* _RECORDS PROVIDED_
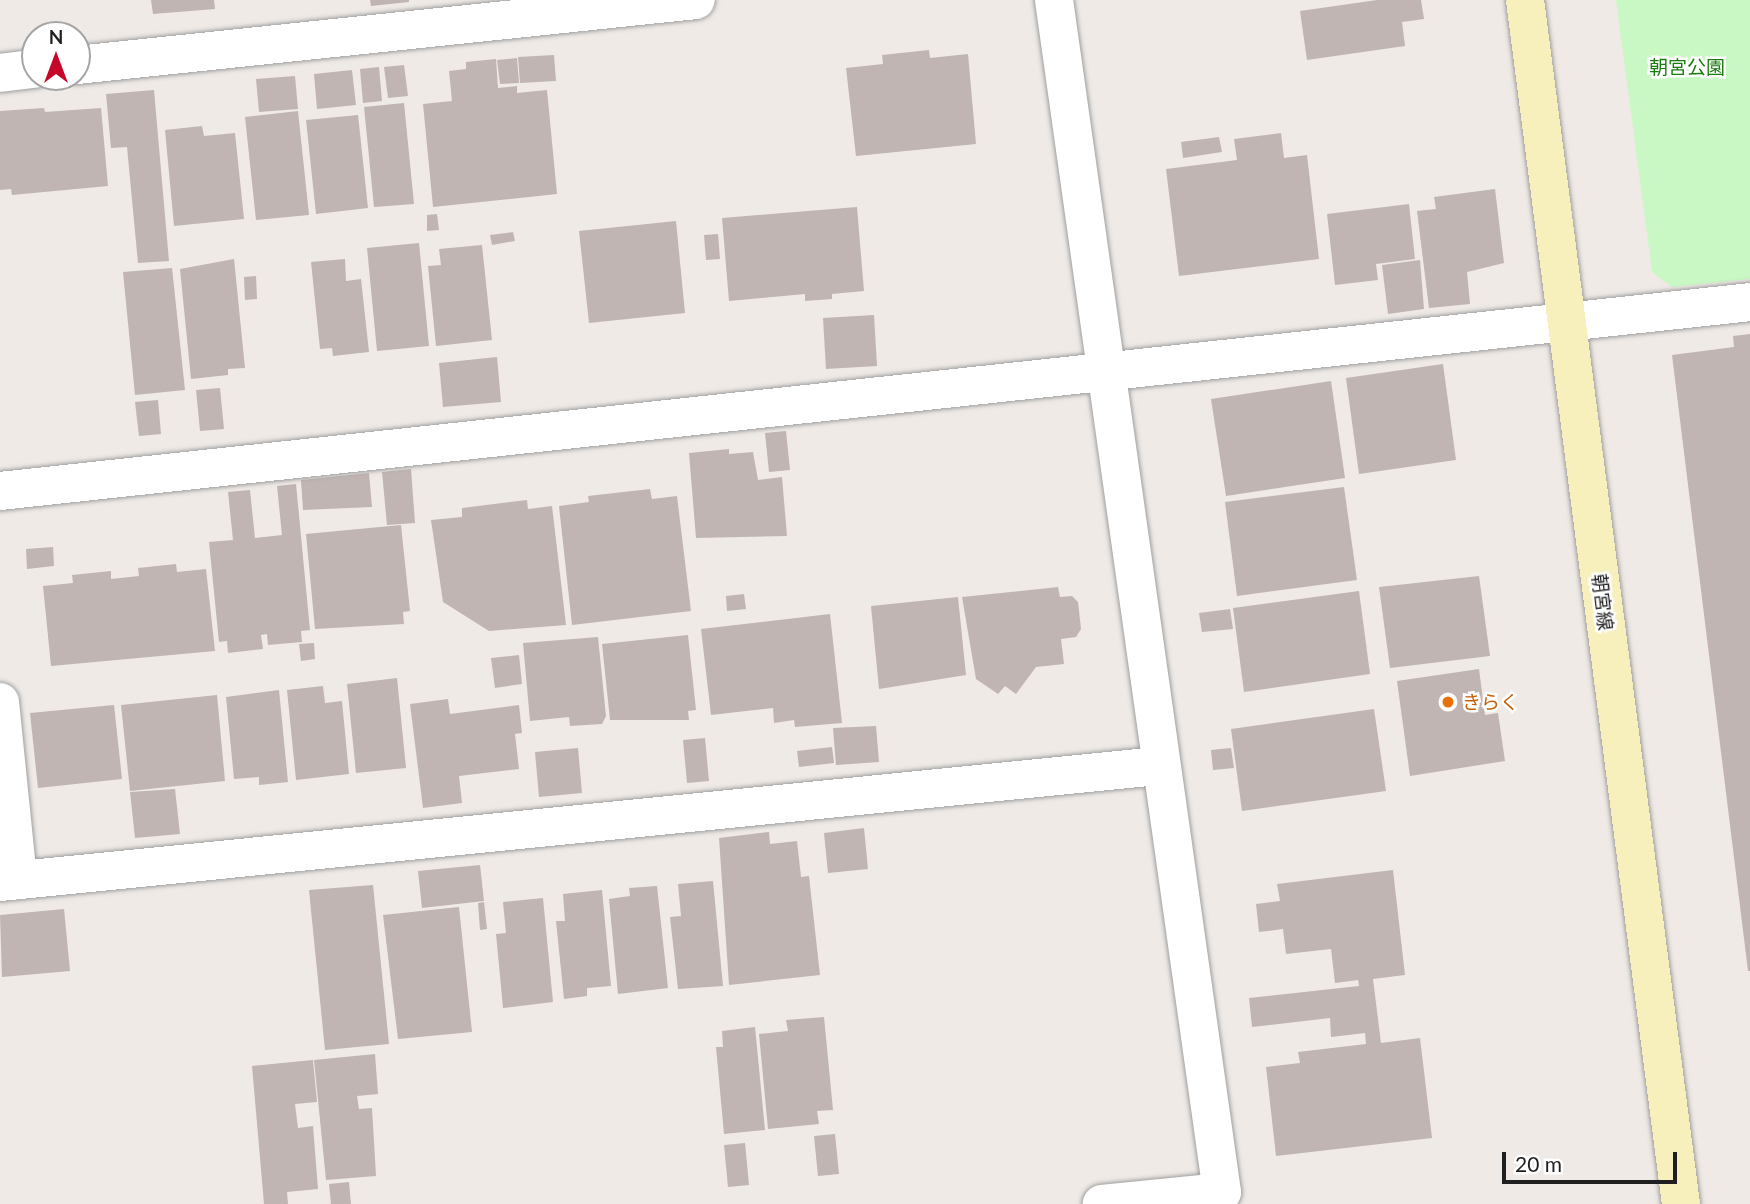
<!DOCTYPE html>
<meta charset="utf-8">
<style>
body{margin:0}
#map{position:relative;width:1750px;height:1204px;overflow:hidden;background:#efeae6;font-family:Lato,"Noto Sans JP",sans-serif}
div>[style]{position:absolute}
.park>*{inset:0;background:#caf8c4}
.building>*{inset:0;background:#c0b5b2}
.roads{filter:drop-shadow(0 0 2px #a0a0a0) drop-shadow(0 0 2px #a0a0a0)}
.street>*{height:38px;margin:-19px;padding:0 19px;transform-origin:19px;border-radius:19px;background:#fff}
.secondary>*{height:38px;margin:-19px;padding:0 19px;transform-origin:19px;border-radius:19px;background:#f7f0bc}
.dots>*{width:19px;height:19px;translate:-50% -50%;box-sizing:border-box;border:4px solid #fff;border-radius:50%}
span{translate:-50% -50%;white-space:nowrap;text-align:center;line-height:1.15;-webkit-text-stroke:5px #fff;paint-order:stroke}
.park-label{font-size:19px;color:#1a7b0f}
.street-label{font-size:19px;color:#1f1f1f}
.food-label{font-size:19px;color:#c56008}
.left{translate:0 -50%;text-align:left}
.north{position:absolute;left:21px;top:21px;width:70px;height:70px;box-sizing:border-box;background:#fff;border:2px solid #a5a5a5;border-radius:50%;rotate:0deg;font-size:19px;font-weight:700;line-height:28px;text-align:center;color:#1f1f1f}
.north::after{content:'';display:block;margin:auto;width:24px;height:32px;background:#c7072a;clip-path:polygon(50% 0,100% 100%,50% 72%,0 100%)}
.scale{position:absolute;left:1502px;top:1152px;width:175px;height:32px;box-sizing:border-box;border:4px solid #1f1f1f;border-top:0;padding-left:9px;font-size:21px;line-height:24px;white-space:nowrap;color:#1f1f1f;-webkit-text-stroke:5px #fff;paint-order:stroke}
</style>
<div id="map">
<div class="park">
<i style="clip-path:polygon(1616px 0,1750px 0,1750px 279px,1672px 287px,1652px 272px)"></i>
</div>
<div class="building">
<i style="clip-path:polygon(151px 0,214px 0,215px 9px,153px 14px)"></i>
<i style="clip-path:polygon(370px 0,409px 0,409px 2px,371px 6px)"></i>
<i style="clip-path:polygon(1377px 0,1421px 0,1424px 19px,1402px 22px,1405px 46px,1307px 60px,1300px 11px)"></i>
<i style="clip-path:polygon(929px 50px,930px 58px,968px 54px,976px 144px,856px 156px,846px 68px,883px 64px,882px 55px)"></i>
<i style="clip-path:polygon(554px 55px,556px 81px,520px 83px,518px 57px)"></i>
<i style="clip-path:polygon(517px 58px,519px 83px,500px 84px,497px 60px)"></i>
<i style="clip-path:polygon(496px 59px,498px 88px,517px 86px,517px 93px,547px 90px,557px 194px,433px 207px,423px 104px,452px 101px,449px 71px,466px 69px,466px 62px)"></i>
<i style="clip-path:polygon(404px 65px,408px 96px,388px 98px,384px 67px)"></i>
<i style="clip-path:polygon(379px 67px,382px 101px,363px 103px,360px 69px)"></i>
<i style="clip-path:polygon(352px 70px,356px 105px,317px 109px,314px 74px)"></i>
<i style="clip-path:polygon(295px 76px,298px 109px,259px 112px,256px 79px)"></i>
<i style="clip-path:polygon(154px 90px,169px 261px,138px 263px,127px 147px,111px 148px,106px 94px)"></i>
<i style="clip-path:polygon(404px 103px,414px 204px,374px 207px,364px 107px)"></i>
<i style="clip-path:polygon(44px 108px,45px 112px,101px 108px,108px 186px,12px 195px,11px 189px,0 190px,0 111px)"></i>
<i style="clip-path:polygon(298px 111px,309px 215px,256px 220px,245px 117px)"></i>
<i style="clip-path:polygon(358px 115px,368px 208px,316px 214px,306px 120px)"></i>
<i style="clip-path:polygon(202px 126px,204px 136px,235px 133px,244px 219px,174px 226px,165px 130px)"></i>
<i style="clip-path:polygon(1281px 133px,1284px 158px,1307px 155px,1319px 259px,1179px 276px,1166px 169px,1237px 160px,1234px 139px)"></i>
<i style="clip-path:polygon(1219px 137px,1222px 152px,1183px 158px,1181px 142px)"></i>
<i style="clip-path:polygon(1495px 189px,1504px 263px,1467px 272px,1470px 304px,1429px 308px,1417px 211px,1436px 209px,1434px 197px)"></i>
<i style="clip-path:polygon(1409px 204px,1415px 259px,1376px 264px,1378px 280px,1335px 285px,1327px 214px)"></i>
<i style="clip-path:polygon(857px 207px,864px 291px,832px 294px,832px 299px,805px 301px,805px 294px,729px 301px,722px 218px)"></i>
<i style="clip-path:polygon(437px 214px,439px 230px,427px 231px,427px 215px)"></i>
<i style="clip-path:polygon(676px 221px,685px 313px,589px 323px,579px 231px)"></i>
<i style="clip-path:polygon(513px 232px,515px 241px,492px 245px,490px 235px)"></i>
<i style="clip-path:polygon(718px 234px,720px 259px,706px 260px,704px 235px)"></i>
<i style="clip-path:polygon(419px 243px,429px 346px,377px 351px,367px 248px)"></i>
<i style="clip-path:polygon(482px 245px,492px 340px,436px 346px,428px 266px,441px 265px,439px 249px)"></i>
<i style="clip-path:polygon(234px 259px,245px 368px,228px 369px,228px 375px,191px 379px,180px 269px)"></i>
<i style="clip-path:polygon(345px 259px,346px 281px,361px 279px,369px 352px,333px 356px,332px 348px,320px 349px,311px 262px)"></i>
<i style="clip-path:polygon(1420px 260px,1424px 309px,1388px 314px,1382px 265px)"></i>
<i style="clip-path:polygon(172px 268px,185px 390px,135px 395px,123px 272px)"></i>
<i style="clip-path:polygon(256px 276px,257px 299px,245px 300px,244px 277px)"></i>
<i style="clip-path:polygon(874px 315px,877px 366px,826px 369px,823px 318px)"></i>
<i style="clip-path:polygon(1750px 334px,1750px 971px,1748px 971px,1672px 355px,1734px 347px,1733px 336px)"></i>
<i style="clip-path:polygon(497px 357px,501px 402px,443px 407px,439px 363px)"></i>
<i style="clip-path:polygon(1443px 364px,1456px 460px,1359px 474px,1346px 378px)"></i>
<i style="clip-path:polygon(1331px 381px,1345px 478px,1226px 496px,1211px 399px)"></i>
<i style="clip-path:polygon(220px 388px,224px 429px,200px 431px,196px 390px)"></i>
<i style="clip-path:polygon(158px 400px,161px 434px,139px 436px,135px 402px)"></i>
<i style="clip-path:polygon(786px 431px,790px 470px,769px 472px,765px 433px)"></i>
<i style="clip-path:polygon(729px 449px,729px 454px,753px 452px,758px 480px,782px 477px,787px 536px,696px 538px,689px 453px)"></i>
<i style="clip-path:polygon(411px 469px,415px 523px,387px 525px,382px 472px)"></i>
<i style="clip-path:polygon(369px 473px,372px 507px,303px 510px,301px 480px)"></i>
<i style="clip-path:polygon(296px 484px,310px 630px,301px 631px,302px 642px,268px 645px,267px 634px,261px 635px,263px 649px,228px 653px,227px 641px,219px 642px,209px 542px,233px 540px,228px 492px,250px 490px,255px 538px,282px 535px,277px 486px)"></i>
<i style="clip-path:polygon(1344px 487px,1357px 580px,1237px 596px,1225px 502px)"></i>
<i style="clip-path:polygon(650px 489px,652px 499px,677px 496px,691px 611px,572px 625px,559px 506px,589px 502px,588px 496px)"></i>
<i style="clip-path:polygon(527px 500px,528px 509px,552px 506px,566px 625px,489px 631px,443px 602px,431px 520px,462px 517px,462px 508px)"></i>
<i style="clip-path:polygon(401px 525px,410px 611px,403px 612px,404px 624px,315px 629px,306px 534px)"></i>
<i style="clip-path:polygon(53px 547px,54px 566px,27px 569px,26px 549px)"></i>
<i style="clip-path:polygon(176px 564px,177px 572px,206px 569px,215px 651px,51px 666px,43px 586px,73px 583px,72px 575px,111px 571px,111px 579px,139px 576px,138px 568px)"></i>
<i style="clip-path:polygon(1479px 576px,1490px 656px,1390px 668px,1379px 587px)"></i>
<i style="clip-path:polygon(1058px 587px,1060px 597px,1072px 596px,1078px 602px,1081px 629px,1076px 637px,1061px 639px,1064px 664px,1036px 667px,1016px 694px,1005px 686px,998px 694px,976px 679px,962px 597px)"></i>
<i style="clip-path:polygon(1359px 591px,1370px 674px,1244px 692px,1233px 608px)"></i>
<i style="clip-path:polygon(744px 594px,746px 609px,727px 611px,726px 596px)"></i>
<i style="clip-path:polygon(958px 597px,966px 675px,879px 689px,871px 606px)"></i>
<i style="clip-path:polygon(1230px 609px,1233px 629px,1202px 632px,1199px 613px)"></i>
<i style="clip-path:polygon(830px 614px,842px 723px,795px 727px,794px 720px,774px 723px,773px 708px,711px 715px,701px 629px)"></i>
<i style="clip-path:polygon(688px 635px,696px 710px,688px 711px,689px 720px,610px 720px,602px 644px)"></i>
<i style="clip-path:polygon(598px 637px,606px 716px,602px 724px,570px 726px,569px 717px,530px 721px,523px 643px)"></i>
<i style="clip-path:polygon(314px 643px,315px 659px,301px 661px,299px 644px)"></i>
<i style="clip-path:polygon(519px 655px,522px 684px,495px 688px,491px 658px)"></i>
<i style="clip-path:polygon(1479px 669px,1485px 715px,1498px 713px,1505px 761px,1410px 776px,1397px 681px)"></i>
<i style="clip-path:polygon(397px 678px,406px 768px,356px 773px,347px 684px)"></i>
<i style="clip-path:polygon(323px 686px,325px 703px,342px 701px,349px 774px,296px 780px,287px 690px)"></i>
<i style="clip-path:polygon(279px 690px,288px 782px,259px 785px,259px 777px,234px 779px,226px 697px)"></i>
<i style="clip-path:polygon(217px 695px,225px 781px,130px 791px,121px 705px)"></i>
<i style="clip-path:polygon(448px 699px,450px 714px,519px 705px,522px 733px,515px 734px,519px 769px,459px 776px,462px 803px,423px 808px,410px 704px)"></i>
<i style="clip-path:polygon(114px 705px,122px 779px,38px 788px,30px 713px)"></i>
<i style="clip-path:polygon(1374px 709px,1386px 791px,1242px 811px,1231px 729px)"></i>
<i style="clip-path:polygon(876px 726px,879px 762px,836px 765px,833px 728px)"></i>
<i style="clip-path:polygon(705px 738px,709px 781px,687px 783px,683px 740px)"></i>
<i style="clip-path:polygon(832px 747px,834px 763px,799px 767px,797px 751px)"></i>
<i style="clip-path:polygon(578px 748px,582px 793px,539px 797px,535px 752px)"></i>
<i style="clip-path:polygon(1231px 748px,1234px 768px,1213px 770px,1211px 750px)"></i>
<i style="clip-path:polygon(175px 789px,180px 834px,135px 838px,130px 792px)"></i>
<i style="clip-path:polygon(864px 828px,868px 869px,828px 873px,824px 833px)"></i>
<i style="clip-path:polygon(769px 832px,770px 844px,797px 841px,801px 877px,809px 876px,820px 975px,729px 985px,719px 838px)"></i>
<i style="clip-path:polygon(480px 865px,484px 901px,422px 908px,418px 871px)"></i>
<i style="clip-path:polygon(1393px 870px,1405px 975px,1373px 979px,1381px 1043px,1420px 1038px,1432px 1138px,1276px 1156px,1266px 1067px,1300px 1063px,1298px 1052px,1366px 1044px,1365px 1033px,1331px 1037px,1330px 1018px,1252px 1027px,1249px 998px,1359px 986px,1358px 980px,1335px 983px,1331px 949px,1286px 954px,1283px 929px,1259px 932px,1256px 904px,1280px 901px,1277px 884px)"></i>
<i style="clip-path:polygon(713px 881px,723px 986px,678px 989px,670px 917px,681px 916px,678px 884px)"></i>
<i style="clip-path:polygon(373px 885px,389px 1044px,325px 1050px,309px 890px)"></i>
<i style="clip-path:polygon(657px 886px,668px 988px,618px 994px,609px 899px,630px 896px,629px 888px)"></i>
<i style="clip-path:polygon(602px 890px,611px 986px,587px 988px,587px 996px,564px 999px,556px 921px,565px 921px,563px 894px)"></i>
<i style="clip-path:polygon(543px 898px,553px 1002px,503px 1008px,496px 934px,506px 933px,503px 902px)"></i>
<i style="clip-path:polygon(484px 902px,487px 929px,480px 930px,478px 903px)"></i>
<i style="clip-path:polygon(459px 907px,472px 1032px,398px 1039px,383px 915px)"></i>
<i style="clip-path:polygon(64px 909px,70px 971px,2px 977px,0 915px)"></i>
<i style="clip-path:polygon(824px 1017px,833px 1110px,817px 1111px,819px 1124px,768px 1129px,759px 1034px,788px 1031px,786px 1020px)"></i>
<i style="clip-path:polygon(755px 1027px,765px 1130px,724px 1134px,716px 1047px,723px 1047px,722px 1031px)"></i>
<i style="clip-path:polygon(375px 1054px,378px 1094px,357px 1096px,359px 1109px,372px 1108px,376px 1176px,326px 1180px,314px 1060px)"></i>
<i style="clip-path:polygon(313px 1060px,317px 1102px,295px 1104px,298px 1128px,313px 1126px,318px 1189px,287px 1192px,288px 1204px,264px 1204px,252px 1066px)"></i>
<i style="clip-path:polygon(835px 1134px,839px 1174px,818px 1176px,814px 1136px)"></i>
<i style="clip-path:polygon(745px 1143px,749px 1185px,728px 1187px,724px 1145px)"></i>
<i style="clip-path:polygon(349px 1182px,351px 1204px,331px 1204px,329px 1184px)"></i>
</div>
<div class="roads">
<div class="street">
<i style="left:1054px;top:0;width:1204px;rotate:81.98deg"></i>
<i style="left:1222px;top:1192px;width:121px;rotate:174.3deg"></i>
<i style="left:77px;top:65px;width:622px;rotate:-5.99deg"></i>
<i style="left:0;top:73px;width:35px;rotate:-7deg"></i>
<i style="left:0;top:491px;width:1760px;rotate:-6.16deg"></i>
<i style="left:0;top:702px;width:179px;rotate:84.2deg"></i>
<i style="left:0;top:882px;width:1165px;rotate:-5.72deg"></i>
</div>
<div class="secondary">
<i style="left:1525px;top:0;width:1214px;rotate:82.62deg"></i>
</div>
</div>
<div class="dots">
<i style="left:1448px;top:702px;background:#e8710a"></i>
</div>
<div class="park-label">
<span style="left:1687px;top:67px">朝宮公園</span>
</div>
<div class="street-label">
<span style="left:1603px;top:602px;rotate:83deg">朝宮線</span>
</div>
<div class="food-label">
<span class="left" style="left:1462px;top:702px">きらく</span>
</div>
<div class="north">N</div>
<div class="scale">20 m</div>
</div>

* _WHAT IS REQUIRED_
Please restate the lines above exactly, starting at the first line of the data and stopping at the line containing "2px #a0a0a0) drop-shadow(0", which is included. Omit pictures.

* _WRITTEN SOLUTION_
<!DOCTYPE html>
<meta charset="utf-8">
<style>
body{margin:0}
#map{position:relative;width:1750px;height:1204px;overflow:hidden;background:#efeae6;font-family:Lato,"Noto Sans JP",sans-serif}
div>[style]{position:absolute}
.park>*{inset:0;background:#caf8c4}
.building>*{inset:0;background:#c0b5b2}
.roads{filter:drop-shadow(0 0 2px #a0a0a0) drop-shadow(0 0 2px #a0a0a0)}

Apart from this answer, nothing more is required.